**WHAT IS NEEDED**
Every record must be restated exactly. Drop the images.

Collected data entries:
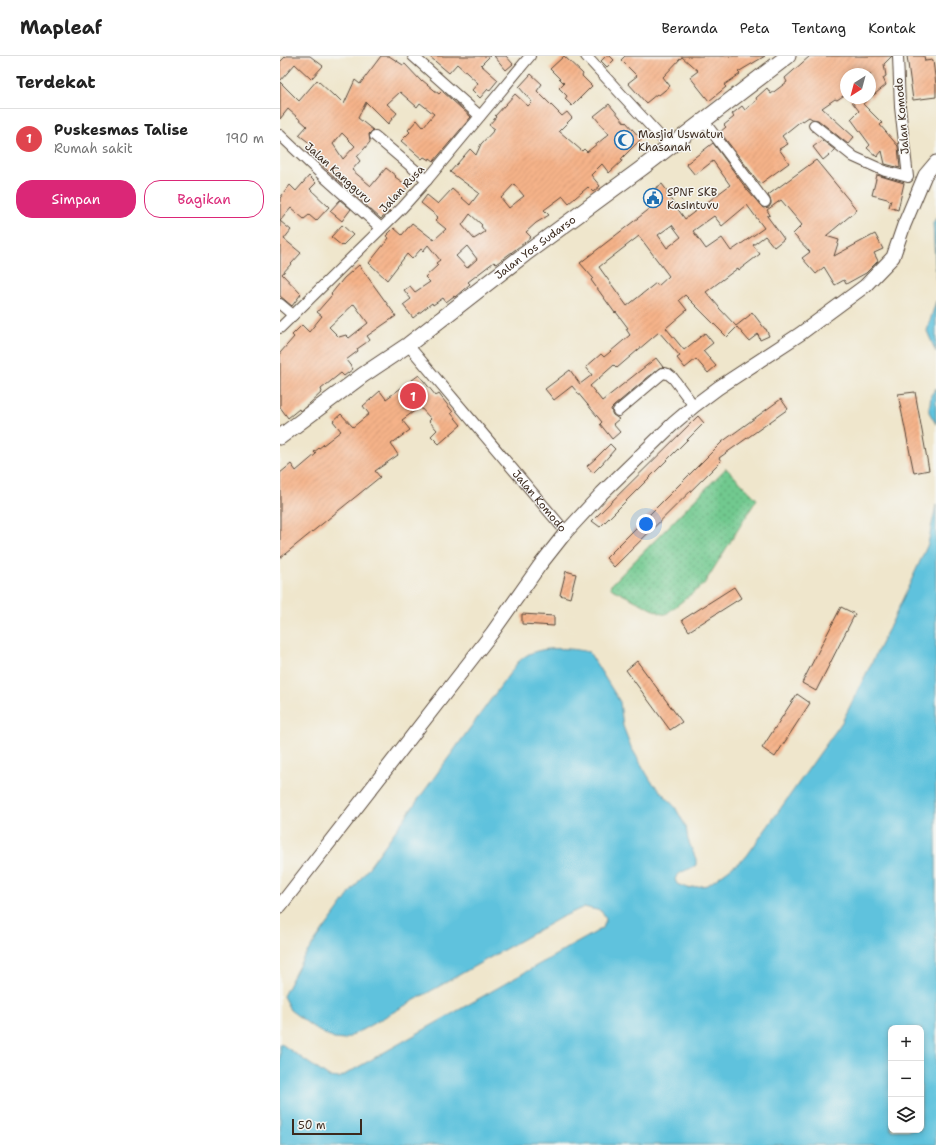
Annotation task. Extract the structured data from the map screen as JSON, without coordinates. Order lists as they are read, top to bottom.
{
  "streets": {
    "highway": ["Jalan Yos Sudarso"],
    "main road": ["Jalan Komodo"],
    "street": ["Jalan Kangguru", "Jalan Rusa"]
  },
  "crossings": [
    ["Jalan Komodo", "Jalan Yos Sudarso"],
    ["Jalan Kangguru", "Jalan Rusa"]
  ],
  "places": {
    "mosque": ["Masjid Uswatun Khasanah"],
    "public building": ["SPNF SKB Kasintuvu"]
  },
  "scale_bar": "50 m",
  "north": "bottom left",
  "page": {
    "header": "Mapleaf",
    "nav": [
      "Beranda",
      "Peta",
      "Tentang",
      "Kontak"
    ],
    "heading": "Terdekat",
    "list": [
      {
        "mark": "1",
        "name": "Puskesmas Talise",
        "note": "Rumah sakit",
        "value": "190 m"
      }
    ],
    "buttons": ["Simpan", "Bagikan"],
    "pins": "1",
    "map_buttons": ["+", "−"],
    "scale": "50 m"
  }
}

**RESPONSE AREA**
Annotation task. Extract the structured data from the map screen as JSON, without coordinates. Order lists as they are read, top to bottom.
{
  "streets": {
    "highway": ["Jalan Yos Sudarso"],
    "main road": ["Jalan Komodo"],
    "street": ["Jalan Kangguru", "Jalan Rusa"]
  },
  "crossings": [
    ["Jalan Komodo", "Jalan Yos Sudarso"],
    ["Jalan Kangguru", "Jalan Rusa"]
  ],
  "places": {
    "mosque": ["Masjid Uswatun Khasanah"],
    "public building": ["SPNF SKB Kasintuvu"]
  },
  "scale_bar": "50 m",
  "north": "bottom left",
  "page": {
    "header": "Mapleaf",
    "nav": [
      "Beranda",
      "Peta",
      "Tentang",
      "Kontak"
    ],
    "heading": "Terdekat",
    "list": [
      {
        "mark": "1",
        "name": "Puskesmas Talise",
        "note": "Rumah sakit",
        "value": "190 m"
      }
    ],
    "buttons": ["Simpan", "Bagikan"],
    "pins": "1",
    "map_buttons": ["+", "−"],
    "scale": "50 m"
  }
}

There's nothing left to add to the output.